[What to work on] Looking through the data, please report how many lines contain the string "halo", giving nothing but the number.

[Dataset excerpts]
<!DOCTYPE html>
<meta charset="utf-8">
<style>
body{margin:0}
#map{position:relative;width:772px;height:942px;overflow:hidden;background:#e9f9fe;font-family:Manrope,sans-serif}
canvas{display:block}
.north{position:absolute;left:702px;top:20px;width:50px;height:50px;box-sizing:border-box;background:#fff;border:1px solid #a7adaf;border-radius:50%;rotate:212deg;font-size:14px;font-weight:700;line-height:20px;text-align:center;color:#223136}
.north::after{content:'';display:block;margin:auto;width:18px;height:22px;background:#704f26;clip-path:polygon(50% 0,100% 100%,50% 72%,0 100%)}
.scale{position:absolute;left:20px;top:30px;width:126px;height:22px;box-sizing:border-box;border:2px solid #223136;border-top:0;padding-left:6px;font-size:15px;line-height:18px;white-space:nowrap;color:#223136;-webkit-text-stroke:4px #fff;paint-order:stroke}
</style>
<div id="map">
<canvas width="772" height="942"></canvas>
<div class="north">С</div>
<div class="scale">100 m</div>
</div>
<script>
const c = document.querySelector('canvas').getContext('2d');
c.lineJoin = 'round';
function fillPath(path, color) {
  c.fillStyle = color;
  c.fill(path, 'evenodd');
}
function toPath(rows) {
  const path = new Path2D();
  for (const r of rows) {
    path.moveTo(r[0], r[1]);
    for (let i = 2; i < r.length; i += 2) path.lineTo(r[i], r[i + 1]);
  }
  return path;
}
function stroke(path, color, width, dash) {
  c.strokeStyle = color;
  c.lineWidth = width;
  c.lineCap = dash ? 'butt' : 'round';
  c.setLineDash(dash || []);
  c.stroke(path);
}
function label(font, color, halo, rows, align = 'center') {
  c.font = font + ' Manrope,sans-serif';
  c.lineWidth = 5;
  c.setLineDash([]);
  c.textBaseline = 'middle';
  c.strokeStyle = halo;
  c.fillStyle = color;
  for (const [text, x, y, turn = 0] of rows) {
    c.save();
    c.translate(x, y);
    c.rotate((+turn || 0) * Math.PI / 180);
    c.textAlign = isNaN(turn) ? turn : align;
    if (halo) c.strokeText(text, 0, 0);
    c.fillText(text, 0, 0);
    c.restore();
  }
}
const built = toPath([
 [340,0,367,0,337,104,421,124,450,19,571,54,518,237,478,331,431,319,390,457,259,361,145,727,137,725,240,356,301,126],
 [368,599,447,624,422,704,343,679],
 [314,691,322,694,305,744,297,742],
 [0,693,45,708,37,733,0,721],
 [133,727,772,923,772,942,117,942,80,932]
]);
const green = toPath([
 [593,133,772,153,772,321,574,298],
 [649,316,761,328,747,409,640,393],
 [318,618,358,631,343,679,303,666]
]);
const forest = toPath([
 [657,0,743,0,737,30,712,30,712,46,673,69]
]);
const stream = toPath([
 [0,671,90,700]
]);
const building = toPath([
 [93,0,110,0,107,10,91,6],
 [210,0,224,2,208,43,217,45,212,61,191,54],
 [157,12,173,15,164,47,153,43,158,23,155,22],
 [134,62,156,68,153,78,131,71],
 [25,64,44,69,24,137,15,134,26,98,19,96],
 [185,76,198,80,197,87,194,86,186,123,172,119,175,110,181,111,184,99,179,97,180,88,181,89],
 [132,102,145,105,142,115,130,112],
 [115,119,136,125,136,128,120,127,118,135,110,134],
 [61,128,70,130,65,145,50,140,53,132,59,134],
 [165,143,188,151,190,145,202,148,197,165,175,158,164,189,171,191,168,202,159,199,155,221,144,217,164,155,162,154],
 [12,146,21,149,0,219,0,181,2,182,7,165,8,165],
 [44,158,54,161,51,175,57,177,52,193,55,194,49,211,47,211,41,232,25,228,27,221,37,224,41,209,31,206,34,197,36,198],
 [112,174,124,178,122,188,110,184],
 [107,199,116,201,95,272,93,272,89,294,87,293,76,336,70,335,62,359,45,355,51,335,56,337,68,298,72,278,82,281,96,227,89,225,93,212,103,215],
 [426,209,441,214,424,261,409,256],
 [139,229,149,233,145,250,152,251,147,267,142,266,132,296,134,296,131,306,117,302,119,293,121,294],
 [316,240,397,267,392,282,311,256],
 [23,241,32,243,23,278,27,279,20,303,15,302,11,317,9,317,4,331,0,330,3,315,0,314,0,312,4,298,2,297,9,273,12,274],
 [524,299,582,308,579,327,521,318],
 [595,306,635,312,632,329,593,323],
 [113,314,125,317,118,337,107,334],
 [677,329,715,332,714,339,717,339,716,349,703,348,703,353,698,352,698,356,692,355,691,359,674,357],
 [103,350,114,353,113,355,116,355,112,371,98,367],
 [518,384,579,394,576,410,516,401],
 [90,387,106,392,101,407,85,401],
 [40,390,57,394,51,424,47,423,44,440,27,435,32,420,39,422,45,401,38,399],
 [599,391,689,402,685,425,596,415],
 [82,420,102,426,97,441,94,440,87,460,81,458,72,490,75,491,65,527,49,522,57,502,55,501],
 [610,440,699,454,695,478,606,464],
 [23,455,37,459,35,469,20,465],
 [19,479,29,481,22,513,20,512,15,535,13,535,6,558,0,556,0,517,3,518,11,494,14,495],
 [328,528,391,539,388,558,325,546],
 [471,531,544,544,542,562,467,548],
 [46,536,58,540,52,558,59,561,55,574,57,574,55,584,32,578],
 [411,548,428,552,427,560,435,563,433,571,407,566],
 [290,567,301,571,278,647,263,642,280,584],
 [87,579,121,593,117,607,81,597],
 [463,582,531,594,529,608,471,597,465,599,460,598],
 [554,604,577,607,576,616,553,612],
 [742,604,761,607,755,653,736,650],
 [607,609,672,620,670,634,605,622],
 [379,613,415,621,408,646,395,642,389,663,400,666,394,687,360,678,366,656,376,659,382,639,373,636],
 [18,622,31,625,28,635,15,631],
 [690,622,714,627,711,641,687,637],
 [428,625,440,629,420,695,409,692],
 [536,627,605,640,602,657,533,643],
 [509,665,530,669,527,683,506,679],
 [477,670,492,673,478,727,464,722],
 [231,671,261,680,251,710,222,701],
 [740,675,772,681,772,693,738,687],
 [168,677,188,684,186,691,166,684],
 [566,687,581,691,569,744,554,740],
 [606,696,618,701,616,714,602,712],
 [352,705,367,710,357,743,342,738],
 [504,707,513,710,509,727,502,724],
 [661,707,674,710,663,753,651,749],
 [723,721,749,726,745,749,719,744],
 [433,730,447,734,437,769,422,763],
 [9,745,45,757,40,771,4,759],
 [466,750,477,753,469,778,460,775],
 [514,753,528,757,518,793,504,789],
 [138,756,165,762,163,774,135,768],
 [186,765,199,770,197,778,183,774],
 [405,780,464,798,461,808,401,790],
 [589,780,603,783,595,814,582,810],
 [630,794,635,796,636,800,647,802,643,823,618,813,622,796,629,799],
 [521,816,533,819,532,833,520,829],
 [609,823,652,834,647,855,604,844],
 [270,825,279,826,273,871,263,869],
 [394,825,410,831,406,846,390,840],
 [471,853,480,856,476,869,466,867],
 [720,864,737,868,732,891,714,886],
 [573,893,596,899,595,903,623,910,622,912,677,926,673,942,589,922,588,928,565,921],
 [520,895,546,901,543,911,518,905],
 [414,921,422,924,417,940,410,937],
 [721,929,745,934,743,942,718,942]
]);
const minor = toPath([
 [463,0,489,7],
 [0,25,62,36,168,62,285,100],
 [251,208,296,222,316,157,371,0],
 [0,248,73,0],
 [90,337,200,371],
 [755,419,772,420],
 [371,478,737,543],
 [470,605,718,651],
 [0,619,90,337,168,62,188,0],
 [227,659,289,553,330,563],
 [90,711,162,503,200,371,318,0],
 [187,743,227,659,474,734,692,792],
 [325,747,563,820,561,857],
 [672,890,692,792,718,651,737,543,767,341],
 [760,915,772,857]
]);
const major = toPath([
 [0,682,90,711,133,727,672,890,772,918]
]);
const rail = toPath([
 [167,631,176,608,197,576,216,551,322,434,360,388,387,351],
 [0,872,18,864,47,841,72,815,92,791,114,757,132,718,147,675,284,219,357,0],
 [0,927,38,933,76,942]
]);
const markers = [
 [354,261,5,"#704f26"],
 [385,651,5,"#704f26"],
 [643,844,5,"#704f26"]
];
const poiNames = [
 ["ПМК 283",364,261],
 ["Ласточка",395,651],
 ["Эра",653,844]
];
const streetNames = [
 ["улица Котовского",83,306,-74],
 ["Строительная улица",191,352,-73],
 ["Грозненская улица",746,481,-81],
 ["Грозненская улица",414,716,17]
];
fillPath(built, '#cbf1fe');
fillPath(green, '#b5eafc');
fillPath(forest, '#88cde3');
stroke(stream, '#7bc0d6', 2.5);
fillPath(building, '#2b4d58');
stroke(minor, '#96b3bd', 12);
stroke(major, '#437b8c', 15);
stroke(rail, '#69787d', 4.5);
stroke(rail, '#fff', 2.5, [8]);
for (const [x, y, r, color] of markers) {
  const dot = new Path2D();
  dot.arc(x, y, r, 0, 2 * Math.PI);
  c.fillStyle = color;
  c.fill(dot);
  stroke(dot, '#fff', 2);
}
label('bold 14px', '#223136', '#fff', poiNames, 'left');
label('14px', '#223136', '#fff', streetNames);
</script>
==
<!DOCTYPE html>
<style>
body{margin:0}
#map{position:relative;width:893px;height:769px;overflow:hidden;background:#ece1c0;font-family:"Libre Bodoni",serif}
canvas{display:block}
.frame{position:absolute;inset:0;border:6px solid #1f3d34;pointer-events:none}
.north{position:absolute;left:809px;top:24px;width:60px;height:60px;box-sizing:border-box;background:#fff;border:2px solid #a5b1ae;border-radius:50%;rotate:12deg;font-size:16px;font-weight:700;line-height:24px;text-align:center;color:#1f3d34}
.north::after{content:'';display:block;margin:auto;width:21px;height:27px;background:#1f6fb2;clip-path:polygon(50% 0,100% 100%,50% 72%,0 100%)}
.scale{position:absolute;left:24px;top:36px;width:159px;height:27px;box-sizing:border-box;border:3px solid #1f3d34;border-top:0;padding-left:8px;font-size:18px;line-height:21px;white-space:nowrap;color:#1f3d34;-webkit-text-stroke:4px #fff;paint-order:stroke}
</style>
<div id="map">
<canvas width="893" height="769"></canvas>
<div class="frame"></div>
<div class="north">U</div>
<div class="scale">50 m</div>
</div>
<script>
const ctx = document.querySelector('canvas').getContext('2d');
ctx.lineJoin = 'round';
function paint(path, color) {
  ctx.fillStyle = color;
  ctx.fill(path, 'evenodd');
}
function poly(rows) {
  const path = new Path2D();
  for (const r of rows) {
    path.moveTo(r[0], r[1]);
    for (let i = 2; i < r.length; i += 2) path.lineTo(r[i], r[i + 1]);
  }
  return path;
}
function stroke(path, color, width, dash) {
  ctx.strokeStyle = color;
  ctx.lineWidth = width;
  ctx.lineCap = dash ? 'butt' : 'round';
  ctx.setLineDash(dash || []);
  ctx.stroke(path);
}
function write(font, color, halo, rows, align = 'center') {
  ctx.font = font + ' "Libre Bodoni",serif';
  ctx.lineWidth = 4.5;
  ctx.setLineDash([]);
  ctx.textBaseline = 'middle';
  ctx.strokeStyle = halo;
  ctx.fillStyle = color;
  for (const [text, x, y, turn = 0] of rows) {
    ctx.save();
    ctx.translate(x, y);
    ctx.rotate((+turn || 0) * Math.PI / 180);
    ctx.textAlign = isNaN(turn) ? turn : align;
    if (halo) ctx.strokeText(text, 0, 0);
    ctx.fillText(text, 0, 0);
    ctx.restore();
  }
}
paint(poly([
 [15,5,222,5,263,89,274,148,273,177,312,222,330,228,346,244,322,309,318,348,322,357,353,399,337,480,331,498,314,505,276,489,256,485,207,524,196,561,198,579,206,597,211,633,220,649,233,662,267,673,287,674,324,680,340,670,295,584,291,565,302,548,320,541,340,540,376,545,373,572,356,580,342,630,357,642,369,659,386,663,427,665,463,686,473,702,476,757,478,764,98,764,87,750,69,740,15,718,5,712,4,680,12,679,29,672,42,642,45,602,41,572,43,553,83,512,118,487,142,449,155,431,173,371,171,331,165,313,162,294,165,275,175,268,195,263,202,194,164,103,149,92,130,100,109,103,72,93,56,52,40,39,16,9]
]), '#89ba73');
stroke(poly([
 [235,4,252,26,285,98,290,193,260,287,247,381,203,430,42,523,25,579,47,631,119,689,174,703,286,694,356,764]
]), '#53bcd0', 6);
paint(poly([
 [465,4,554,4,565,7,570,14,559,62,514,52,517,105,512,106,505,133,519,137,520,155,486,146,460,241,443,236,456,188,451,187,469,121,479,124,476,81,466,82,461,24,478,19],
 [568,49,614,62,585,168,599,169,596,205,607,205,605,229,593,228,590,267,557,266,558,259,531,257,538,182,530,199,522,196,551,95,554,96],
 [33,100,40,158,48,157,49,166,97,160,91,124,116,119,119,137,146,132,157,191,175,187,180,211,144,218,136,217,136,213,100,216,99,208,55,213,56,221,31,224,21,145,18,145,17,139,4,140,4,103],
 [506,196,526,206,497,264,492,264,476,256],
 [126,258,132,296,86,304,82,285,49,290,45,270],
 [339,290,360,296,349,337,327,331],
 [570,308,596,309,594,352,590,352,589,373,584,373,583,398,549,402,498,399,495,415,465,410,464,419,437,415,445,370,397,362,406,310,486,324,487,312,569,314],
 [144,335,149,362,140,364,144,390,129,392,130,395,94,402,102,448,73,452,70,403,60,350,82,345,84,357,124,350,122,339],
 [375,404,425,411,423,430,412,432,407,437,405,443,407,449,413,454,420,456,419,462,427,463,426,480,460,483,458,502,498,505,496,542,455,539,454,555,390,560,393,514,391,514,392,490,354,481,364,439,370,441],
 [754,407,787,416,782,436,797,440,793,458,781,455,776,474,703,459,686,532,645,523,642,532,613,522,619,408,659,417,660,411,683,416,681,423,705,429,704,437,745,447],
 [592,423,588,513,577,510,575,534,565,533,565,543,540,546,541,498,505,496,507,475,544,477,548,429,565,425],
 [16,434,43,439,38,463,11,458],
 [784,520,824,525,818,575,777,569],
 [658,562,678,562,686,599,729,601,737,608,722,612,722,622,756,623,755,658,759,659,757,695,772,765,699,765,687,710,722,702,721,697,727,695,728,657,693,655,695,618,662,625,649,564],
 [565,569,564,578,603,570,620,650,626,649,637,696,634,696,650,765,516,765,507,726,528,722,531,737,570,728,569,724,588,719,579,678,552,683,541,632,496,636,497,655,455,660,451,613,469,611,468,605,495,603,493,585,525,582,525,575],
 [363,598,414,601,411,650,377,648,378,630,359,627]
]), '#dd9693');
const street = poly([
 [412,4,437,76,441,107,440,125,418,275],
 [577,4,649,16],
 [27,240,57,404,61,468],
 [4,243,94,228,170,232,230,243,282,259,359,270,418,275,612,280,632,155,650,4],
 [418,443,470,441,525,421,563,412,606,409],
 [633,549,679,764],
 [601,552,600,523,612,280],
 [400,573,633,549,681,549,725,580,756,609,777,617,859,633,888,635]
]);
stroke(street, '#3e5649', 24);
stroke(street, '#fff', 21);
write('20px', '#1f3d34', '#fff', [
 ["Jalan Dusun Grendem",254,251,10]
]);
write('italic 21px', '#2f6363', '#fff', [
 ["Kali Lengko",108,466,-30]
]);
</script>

[Task response] 6